Significance. If the perturbation remains effective under real-world conditions, the work offers a proactive, user-controlled privacy tool against large-scale misuse of open-weight MLLMs for extracting sensitive information from shared images. The multi-model, multi-dataset evaluation provides concrete evidence of consistent refusal induction and is a strength; however, the practical significance is limited by incomplete robustness testing against preprocessing and generalization.
major comments (3)
- [Evaluation section] Evaluation section (results on six MLLMs and four datasets): the reported success in inducing refusals lacks error bars, multiple random seeds, or statistical significance tests, making it difficult to verify the 'consistent' claim or assess variability across runs.
- [Countermeasures section] Countermeasures and robustness discussion: while DiffPure and adversarial training are shown to partially reduce effectiveness, the experiments omit standard image-sharing transformations (JPEG compression, resizing, normalization) that occur in real pipelines; this is load-bearing because the central claim requires the perturbation to survive such preprocessing when images are uploaded or shared.
- [Discussion section] Generalization claims: the paper evaluates only the six chosen MLLMs and does not test transfer to unseen architectures or future models, which directly affects the assertion that the method protects against 'any' adversary using an open-weight MLLM for large-scale analysis.
minor comments (2)
- [Abstract and Method] The abstract and method description refer to 'nearly imperceptible' perturbations without reporting quantitative perceptual metrics (e.g., PSNR, SSIM, or LPIPS) or the exact perturbation magnitude used.
- [Method] Notation for the perturbation generation process could be clarified; it is unclear whether the optimization objective is fully specified or if it relies on access to the target MLLM during crafting.
Simulated Author's Rebuttal
We thank the referee for their thoughtful comments and the opportunity to improve our manuscript.

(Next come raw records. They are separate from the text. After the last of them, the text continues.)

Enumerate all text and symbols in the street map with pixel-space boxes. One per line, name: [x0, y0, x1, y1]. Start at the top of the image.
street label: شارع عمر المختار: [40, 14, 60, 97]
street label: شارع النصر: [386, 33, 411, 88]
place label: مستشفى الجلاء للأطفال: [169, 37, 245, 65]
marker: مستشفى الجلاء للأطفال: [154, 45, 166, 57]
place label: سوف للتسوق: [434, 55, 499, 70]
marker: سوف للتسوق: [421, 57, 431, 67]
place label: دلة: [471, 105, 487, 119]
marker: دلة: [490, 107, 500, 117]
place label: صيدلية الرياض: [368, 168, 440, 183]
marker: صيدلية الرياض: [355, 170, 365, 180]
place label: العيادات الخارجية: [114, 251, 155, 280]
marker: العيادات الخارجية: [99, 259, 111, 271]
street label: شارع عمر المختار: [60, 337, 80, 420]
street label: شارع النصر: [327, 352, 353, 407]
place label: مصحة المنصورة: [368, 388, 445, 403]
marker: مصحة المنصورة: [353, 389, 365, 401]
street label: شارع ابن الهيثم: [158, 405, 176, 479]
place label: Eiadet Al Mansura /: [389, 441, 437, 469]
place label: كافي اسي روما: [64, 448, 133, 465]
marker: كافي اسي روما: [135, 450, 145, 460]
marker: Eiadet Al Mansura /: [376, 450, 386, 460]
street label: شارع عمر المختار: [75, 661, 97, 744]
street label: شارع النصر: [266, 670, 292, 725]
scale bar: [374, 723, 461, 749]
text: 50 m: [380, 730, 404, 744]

We address each major comment below, providing clarifications and indicating revisions where appropriate.
read point-by-point responses
-
Referee: [Evaluation section] Evaluation section (results on six MLLMs and four datasets): the reported success in inducing refusals lacks error bars, multiple random seeds, or statistical significance tests, making it difficult to verify the 'consistent' claim or assess variability across runs.
Authors: We agree that reporting variability is important for rigor. In the revised manuscript, we will include error bars based on multiple random seeds (e.g., 5 seeds) for the success rates and conduct statistical significance tests (e.g., paired t-tests) to support the consistency claims. revision: yes
-
Referee: [Countermeasures section] Countermeasures and robustness discussion: while DiffPure and adversarial training are shown to partially reduce effectiveness, the experiments omit standard image-sharing transformations (JPEG compression, resizing, normalization) that occur in real pipelines; this is load-bearing because the central claim requires the perturbation to survive such preprocessing when images are uploaded or shared.

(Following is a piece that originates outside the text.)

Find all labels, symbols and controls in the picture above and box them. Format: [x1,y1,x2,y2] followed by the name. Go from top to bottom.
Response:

Authors: We acknowledge the importance of evaluating robustness to common preprocessing steps in image sharing pipelines. We will add new experiments in the revised version testing the protected images under JPEG compression at various quality levels, resizing to different resolutions, and normalization. This will provide a more complete assessment of real-world applicability. revision: yes
-
Referee: [Discussion section] Generalization claims: the paper evaluates only the six chosen MLLMs and does not test transfer to unseen architectures or future models, which directly affects the assertion that the method protects against 'any' adversary using an open-weight MLLM for large-scale analysis.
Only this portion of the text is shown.